As a climate scientist, Tracey Holloway has spent two decades thinking about future projections: How much heat-trapping gas will the atmosphere contain in 2030? How warm will the planet be by 2050?
As the mother of two young boys, that future seems far less abstract.
“These always seemed so far away. My little Henry will just be turning 30 in 2050,” Holloway said. “It takes these long-term projections and suddenly makes them much more immediate.”
Holloway, a professor of atmospheric science at UW-Madison, is one of half a dozen leading climate scientists (and mothers) who’ve banded together to motivate other moms to take action on the threat of climate change.
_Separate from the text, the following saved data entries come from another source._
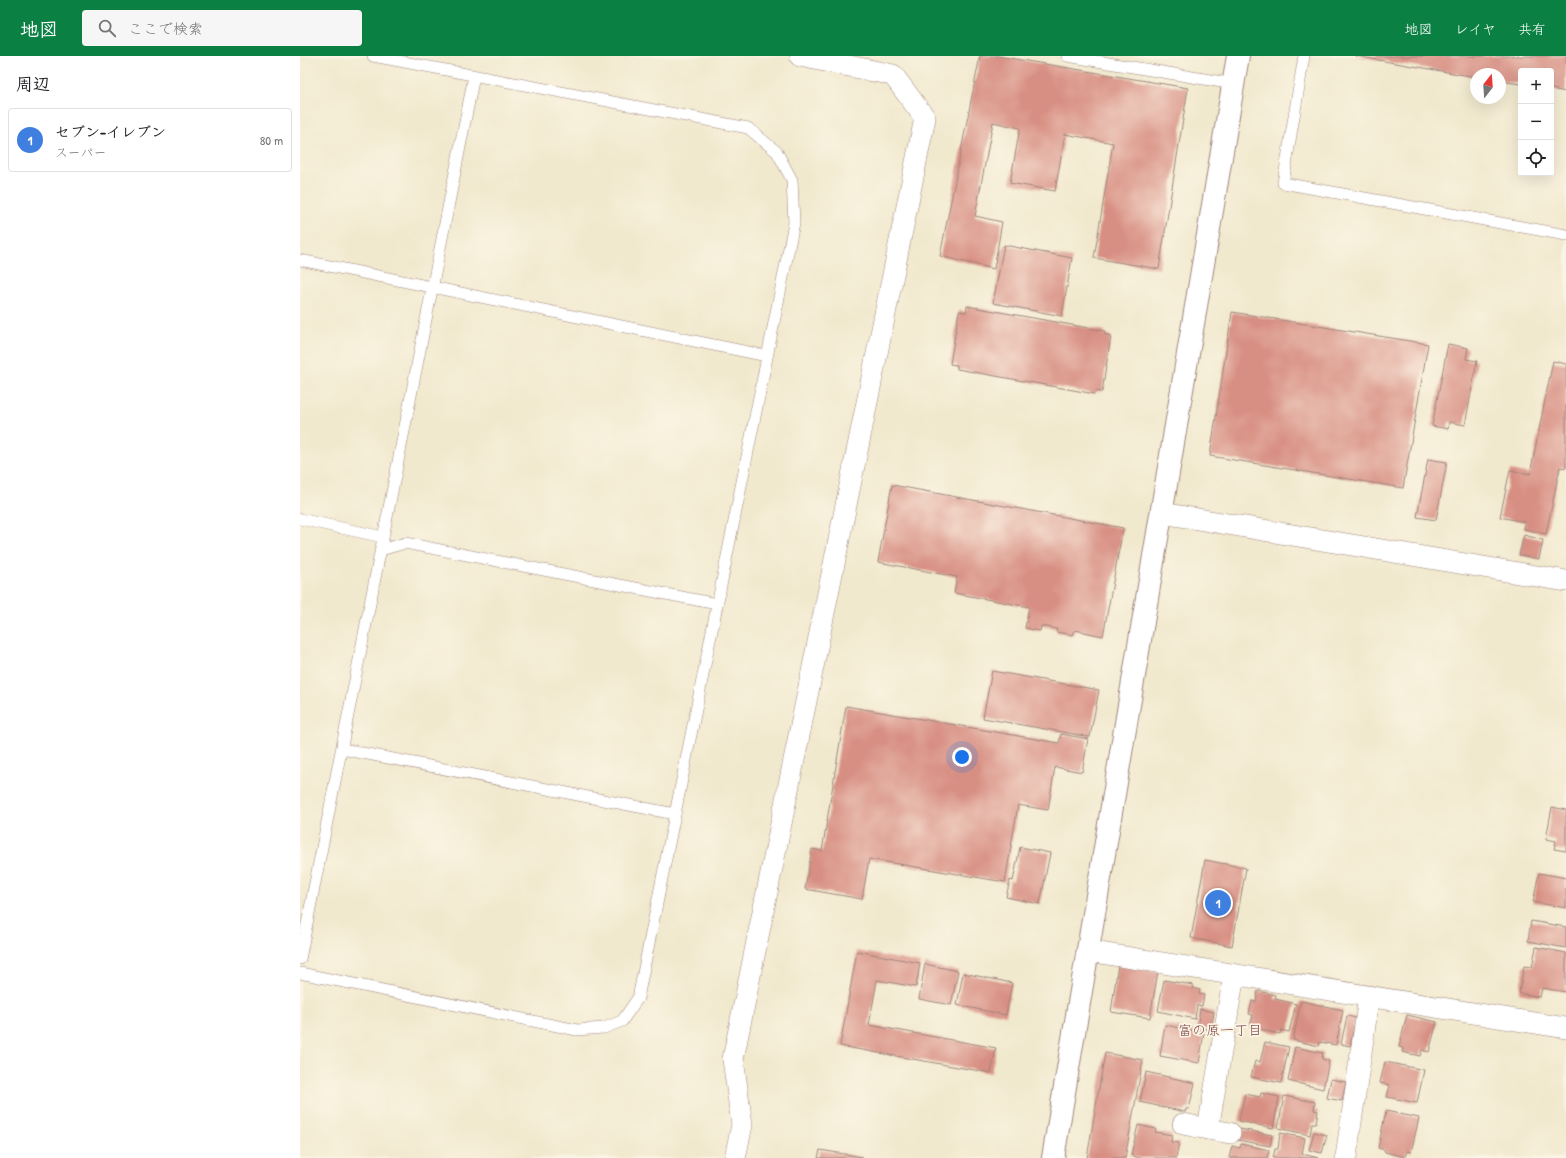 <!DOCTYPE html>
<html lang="ja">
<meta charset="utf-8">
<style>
:root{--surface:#fff;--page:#f6f6f6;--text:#202124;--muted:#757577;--line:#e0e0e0;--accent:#0b8043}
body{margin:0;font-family:"Patrick Hand","Klee One",sans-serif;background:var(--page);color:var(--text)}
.controls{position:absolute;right:12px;top:12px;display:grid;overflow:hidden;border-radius:4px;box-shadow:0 4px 16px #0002}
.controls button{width:36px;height:36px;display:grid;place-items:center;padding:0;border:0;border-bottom:1px solid var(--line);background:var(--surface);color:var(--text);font:20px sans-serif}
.compass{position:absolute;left:1170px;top:12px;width:36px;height:36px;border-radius:50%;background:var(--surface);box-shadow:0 4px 16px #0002;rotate:17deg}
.you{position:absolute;left:662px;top:701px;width:14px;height:14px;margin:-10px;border:3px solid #fff;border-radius:50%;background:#1a73e8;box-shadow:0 0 0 6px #1a73e833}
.badge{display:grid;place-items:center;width:26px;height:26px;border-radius:50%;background:var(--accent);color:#fff;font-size:13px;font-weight:700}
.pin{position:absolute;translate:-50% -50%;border:2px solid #fff;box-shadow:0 1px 4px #0006}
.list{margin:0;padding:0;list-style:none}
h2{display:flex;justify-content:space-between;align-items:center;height:52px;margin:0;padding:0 16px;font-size:17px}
h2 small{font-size:13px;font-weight:400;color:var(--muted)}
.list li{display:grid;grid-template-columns:26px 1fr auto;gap:12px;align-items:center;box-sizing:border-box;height:64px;margin:0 8px 8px;padding:0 8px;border:1px solid var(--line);border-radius:4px}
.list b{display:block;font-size:15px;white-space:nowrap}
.list p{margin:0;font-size:13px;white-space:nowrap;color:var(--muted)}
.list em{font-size:13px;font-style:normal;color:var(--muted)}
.icon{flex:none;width:22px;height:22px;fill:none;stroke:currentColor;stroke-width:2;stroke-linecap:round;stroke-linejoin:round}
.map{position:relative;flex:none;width:1266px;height:1102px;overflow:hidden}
header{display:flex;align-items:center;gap:24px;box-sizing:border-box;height:56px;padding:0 20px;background:var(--accent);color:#fff}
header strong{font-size:19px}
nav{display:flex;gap:22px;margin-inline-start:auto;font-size:14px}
.search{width:280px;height:36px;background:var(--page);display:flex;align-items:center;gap:10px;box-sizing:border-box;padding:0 14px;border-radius:4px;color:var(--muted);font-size:15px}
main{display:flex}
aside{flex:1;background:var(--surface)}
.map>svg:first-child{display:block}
</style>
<header>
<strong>地図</strong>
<div class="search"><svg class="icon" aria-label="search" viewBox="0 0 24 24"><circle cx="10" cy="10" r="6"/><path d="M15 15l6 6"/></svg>ここで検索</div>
<nav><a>地図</a><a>レイヤ</a><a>共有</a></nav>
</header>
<main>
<aside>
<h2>周辺<small></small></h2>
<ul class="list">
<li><span class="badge" style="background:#3f7fe0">1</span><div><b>セブン-イレブン</b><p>スーパー</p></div><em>80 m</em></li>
</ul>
</aside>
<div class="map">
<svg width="1266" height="1102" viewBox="0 0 1266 1102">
<rect width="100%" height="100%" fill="#fcf5e5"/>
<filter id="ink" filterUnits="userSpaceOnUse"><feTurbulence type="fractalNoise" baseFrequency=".025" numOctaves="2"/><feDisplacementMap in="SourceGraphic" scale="8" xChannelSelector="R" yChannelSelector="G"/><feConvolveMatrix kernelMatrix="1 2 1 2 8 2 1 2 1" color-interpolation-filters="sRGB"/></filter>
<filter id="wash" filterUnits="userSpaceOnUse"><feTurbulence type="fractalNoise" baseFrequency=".012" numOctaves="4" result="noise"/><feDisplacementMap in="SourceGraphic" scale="16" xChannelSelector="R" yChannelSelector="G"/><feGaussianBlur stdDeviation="0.9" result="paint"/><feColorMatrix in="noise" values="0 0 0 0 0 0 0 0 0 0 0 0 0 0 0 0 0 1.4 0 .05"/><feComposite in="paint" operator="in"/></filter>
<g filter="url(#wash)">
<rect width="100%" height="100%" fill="#f1e9ce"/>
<g id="blocks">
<g fill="#d88f83">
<path d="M 680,0 L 697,0 L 888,32 L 859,213 L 794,202 L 813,87 L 765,78 L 755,135 L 710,127 L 720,72 L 693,66 L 675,160 L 702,166 L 694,213 L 640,200 Z"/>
<path d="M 1055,0 L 1266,0 L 1266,36 L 1251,33 L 1251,15 L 1221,15 L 1221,28 L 1200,25 L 1200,18 L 1176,18 L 1176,21 Z"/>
<path d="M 704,189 L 772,202 L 762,260 L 693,247 Z"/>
<path d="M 667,250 L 805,275 L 804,278 L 811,280 L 802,336 L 796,335 L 795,338 L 657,313 L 657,309 L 650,308 L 659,255 L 666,256 Z"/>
<path d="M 932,256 L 1128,288 L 1103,432 L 910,400 Z"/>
<path d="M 1148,288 L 1168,292 L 1166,303 L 1177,305 L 1165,369 L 1149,366 L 1148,373 L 1132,370 Z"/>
<path d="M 1253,305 L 1266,308 L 1266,412 L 1260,411 L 1246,478 L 1224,473 L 1225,466 L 1200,461 L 1210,414 L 1230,418 Z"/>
<path d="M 1128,403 L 1147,406 L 1136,464 L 1117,461 Z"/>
<path d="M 592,429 L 823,472 L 803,580 L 775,574 L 773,579 L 756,576 L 757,573 L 741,570 L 740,575 L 725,572 L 729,551 L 654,537 L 657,521 L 578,506 Z"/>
<path d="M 1224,479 L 1243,484 L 1239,503 L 1219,499 Z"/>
<path d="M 692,615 L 799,634 L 790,681 L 683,662 Z"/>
<path d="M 546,650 L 759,687 L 761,678 L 788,683 L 782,716 L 755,711 L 748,754 L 718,749 L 705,826 L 569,803 L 562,843 L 505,833 L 512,793 L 522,795 Z"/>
<path d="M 1252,751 L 1266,754 L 1266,795 L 1254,793 L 1256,785 L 1246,783 Z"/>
<path d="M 720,791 L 750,797 L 740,848 L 706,841 L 710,824 L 713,825 Z"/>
<path d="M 905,804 L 946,812 L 932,890 L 891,882 Z"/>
<path d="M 1239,817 L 1266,822 L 1266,852 L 1233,846 Z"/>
<path d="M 1231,865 L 1266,871 L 1266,892 L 1228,885 Z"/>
<path d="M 1236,891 L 1266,897 L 1266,936 L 1242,932 L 1240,941 L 1219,937 L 1224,910 L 1232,911 Z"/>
<path d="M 557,895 L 620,907 L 616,931 L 577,924 L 569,969 L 696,992 L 691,1017 L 540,990 Z"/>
<path d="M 625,908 L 658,915 L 651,949 L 619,943 Z"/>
<path d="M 818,909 L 858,915 L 850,962 L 811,956 Z"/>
<path d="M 663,917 L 712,927 L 706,959 L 657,949 Z"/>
<path d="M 864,924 L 893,929 L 893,932 L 900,934 L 899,938 L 904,939 L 902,950 L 897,949 L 895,963 L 858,955 Z"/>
<path d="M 958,935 L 976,939 L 975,943 L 996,948 L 989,976 L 981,974 L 980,978 L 950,971 L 953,959 L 949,958 L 952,945 L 956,946 Z"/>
<path d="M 1001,945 L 1043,954 L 1036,989 L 1020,986 L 1019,990 L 993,984 Z"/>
<path d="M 900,953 L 914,956 L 911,974 L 897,971 Z"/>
<path d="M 1107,959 L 1137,966 L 1129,996 L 1122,994 L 1120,1000 L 1102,996 L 1103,992 L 1099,991 Z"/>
<path d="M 1047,960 L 1056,962 L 1050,990 L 1041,988 Z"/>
<path d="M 865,969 L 904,977 L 899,1007 L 860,1000 Z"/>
<path d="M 965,986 L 989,991 L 981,1027 L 951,1021 L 955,1005 L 960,1006 Z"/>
<path d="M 995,991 L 1023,997 L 1022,1003 L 1029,1005 L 1023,1033 L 988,1025 Z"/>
<path d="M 805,997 L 843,1004 L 825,1102 L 787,1102 Z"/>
<path d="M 1085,1006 L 1124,1014 L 1117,1047 L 1087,1041 L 1090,1029 L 1080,1027 Z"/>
<path d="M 846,1016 L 895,1027 L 889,1053 L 886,1053 L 885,1056 L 840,1046 Z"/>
<path d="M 1031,1023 L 1046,1026 L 1042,1045 L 1027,1042 Z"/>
<path d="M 961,1037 L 979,1041 L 973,1072 L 939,1065 L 945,1038 L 960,1041 Z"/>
<path d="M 984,1040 L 1015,1046 L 1014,1054 L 1018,1055 L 1016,1067 L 1012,1067 L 1010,1079 L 978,1072 Z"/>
<path d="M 1086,1055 L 1119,1062 L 1111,1096 L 1107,1095 L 1105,1101 L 1085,1096 L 1085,1094 L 1078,1092 Z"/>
<path d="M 838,1069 L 856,1073 L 855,1076 L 872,1079 L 871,1086 L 879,1087 L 876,1102 L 839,1102 L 831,1099 Z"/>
<path d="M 940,1073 L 972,1079 L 970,1090 L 938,1084 Z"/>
<path d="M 1014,1076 L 1027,1079 L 1022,1097 L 1009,1094 Z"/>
<path d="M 980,1077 L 1005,1082 L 1002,1098 L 1019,1102 L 973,1102 L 975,1093 L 978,1093 Z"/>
<path d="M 941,1088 L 969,1094 L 967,1102 L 929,1102 L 932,1090 L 940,1092 Z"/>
<path d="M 520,1094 L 562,1101 L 562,1102 L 518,1102 Z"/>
</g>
</g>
</g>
<g filter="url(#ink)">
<use href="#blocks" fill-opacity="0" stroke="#9e847c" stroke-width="1"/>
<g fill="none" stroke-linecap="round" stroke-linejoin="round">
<g stroke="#9e847c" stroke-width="12">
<g id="service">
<path d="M 767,0 L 934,28"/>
<path d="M 1004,0 L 983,127 L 1266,179"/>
<path d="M 0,204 L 467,300"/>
<path d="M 0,463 L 83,481"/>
<path d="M 81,494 L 105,487 L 417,548"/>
<path d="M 42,693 L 375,758"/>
<path d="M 0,903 L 174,20"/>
<path d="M 0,917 L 277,974 L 304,972 L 322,965 L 338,942 L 494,167 L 492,124 L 477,96 L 448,72 L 73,0"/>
</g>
</g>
<g stroke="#9e847c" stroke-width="22">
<g id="minor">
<path d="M 862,457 L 1266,525"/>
<path d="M 788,895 L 1266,972"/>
<path d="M 883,1068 L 908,1073"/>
<path d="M 930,1077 L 908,1073 L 934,919"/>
<path d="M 1046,1101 L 1069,941"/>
<path d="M 435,1102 L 442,1069 L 433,1003 L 625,62 L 593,19 L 500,0"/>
</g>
</g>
<g stroke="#9e847c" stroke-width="24">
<path id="tertiary" d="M 753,1102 L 938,0"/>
</g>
<use href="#service" stroke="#fff" stroke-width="11"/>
<use href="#minor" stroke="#fff" stroke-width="21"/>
<use href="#tertiary" stroke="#fff" stroke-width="22"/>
</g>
</g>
<g text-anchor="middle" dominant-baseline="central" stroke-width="3.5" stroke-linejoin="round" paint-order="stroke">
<g font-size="14" fill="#7c464a" stroke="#fcf5e5">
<text x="920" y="973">富の原一丁目</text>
</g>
</g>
</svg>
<div class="controls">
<button>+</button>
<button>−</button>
<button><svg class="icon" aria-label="locate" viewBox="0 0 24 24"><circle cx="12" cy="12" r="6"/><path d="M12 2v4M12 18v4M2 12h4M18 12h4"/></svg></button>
</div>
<svg class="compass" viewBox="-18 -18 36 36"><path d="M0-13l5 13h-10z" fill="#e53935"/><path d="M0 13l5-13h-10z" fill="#757577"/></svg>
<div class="you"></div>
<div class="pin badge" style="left:918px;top:847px;background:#3f7fe0">1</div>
</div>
</main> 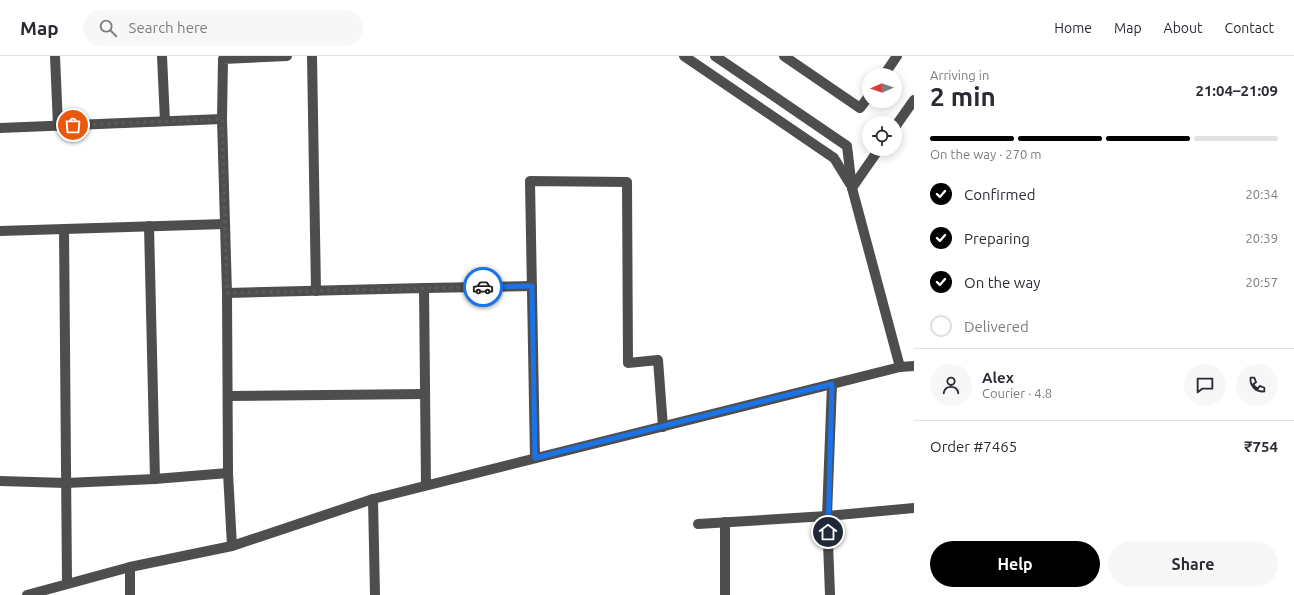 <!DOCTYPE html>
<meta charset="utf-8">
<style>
body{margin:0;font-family:Ubuntu,sans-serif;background:#f7f7f7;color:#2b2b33;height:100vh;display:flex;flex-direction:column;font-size:15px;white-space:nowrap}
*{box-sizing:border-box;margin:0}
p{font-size:13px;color:#7c7c81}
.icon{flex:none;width:22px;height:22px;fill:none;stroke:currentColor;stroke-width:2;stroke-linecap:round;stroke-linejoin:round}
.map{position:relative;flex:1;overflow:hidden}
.sheet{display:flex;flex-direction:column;background:#fff;width:380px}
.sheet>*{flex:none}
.needle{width:26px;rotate:268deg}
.tools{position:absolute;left:862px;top:12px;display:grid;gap:8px}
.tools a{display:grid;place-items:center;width:40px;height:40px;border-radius:50%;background:#fff;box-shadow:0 2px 10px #0003;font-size:20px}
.pin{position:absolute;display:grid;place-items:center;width:34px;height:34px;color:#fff;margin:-17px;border:2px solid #fff;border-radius:50%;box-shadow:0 1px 4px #0007}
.courier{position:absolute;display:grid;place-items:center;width:40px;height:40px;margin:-20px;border:3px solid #1a73e8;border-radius:50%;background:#fff;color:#222;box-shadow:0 1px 5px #0007}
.overview em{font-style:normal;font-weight:700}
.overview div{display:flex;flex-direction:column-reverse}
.overview{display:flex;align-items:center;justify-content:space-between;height:68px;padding:0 16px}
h1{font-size:26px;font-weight:700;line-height:30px}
.bar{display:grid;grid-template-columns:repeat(4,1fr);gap:6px 4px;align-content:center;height:48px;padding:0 16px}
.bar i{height:5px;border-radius:3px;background:#e1e1e2}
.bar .on{background:#000}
.bar p{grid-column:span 4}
.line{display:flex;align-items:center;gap:10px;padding:0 16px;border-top:1px solid #e1e1e2}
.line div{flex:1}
.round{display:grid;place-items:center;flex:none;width:42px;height:42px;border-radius:21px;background:#f7f7f7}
ol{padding:0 16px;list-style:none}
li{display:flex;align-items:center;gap:12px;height:44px}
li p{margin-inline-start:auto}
li .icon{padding:4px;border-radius:50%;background:#000;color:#fff;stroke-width:4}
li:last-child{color:#7c7c81}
li i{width:22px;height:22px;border:2px solid #e1e1e2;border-radius:50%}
.button{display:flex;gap:8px;margin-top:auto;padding:8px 16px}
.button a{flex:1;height:46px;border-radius:24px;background:#000;color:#fff;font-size:16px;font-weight:700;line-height:46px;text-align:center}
.button a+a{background:#f7f7f7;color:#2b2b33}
header{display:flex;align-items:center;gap:24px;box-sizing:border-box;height:56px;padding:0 20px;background:#fff;border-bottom:1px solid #e1e1e2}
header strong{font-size:19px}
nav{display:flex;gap:22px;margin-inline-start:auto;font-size:14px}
.search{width:280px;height:36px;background:#f7f7f7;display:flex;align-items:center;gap:10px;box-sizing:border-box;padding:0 14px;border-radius:22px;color:#7c7c81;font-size:15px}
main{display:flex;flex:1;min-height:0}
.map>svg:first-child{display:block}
</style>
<header>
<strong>Map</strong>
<div class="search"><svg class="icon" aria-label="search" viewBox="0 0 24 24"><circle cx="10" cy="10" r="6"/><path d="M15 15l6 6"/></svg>Search here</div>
<nav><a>Home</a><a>Map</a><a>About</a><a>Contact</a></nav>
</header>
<main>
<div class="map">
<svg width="914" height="539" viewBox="0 0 914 539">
<rect width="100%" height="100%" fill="#fff"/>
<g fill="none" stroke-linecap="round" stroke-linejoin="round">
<g stroke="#4e4e4e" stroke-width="10">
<path d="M55,0L58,70"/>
<path d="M162,0L165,65"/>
<path d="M312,0L316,235"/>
<path d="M684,0L834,102L850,128"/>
<path d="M715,0L847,90L852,132L900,311"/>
<path d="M784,0L860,52L869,40"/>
<path d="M884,19L897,0"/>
<path d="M895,71L914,44"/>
<path d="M0,72L222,63"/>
<path d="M852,132L879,93"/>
<path d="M149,170L155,423"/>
<path d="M64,173L67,527"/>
<path d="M0,175L225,168"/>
<path d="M424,232L532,230"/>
<path d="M227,237L424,232L426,429"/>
<path d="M228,340L425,338"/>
<path d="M535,402L530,125L627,126L628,307L658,304L663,371"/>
<path d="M0,425L66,427L155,423L228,417"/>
<path d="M373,443L375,539"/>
<path d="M725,466V539"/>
<path d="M698,468L827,460L914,452"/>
<path d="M232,490L228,417L227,237L222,63L223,3L287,0"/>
<path d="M130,511V539"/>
<path d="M27,539L130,511L232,490L373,443L900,311L914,310"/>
<path d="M830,539L827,460L832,328"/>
</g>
</g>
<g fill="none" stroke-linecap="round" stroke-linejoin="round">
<path stroke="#595959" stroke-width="4" stroke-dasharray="0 7.2" d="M73,69L222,63L227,237L483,231"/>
<path stroke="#1a73e8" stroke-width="5" d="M483,231L532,230L535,402L832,328L828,476"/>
</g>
</svg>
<div class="tools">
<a><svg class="needle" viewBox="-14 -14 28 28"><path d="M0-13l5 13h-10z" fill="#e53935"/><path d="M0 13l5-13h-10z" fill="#7c7c81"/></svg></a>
<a><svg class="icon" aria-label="locate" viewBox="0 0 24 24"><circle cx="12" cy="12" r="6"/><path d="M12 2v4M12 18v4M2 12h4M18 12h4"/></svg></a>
</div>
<div class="pin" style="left:73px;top:69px;background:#ea580c"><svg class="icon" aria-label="bag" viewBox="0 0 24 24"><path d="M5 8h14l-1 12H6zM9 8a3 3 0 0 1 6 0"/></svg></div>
<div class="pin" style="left:828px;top:476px;background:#1f2937"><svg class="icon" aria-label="home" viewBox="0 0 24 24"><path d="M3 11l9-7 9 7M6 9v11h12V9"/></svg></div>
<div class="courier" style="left:483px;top:231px"><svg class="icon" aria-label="car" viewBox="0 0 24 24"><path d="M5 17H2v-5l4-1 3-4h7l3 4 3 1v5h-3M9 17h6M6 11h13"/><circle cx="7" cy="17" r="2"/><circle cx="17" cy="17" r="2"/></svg></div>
</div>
<section class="sheet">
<div class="overview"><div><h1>2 min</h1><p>Arriving in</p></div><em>21:04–21:09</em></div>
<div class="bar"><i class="on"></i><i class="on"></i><i class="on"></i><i></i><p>On the way · 270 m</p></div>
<ol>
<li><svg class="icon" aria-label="check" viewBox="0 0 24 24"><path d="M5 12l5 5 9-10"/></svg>Confirmed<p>20:34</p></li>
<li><svg class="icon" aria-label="check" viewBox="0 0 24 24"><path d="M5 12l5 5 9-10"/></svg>Preparing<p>20:39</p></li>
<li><svg class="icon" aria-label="check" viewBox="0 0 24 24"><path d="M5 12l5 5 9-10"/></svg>On the way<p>20:57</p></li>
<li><i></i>Delivered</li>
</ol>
<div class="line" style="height:72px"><a class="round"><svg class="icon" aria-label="person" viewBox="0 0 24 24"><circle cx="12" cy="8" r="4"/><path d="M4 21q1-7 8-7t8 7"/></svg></a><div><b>Alex</b><p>Courier · 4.8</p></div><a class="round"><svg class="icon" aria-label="chat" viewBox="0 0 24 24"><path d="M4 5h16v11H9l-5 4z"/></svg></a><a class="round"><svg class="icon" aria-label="phone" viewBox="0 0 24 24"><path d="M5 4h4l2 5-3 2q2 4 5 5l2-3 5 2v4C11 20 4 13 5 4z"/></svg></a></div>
<div class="line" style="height:52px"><div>Order #7465</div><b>₹754</b></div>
<div class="button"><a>Help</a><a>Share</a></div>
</section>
</main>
“We all wear a lot of hats,” Holloway said. “I always thought of them as two separate hats, but they have a lot of overlap in terms of education and action.”
Science Moms is a $10 million campaign — which includes digital and television advertising in political swing states like Wisconsin — that banks on the idea that mothers as a group are the most concerned about climate change but don’t necessarily have access to accessible and reliable information about the science.
“Moms don’t have a lot of time to learn the ins and outs of climate change,” said Anne-Marie Kline, managing director of campaigns for Potential Energy, the nonprofit coalition of ad agencies that organized the campaign. “We create content that can fit into a mom’s life — short, bite-sized stuff that feels like an escape rather than a chore.”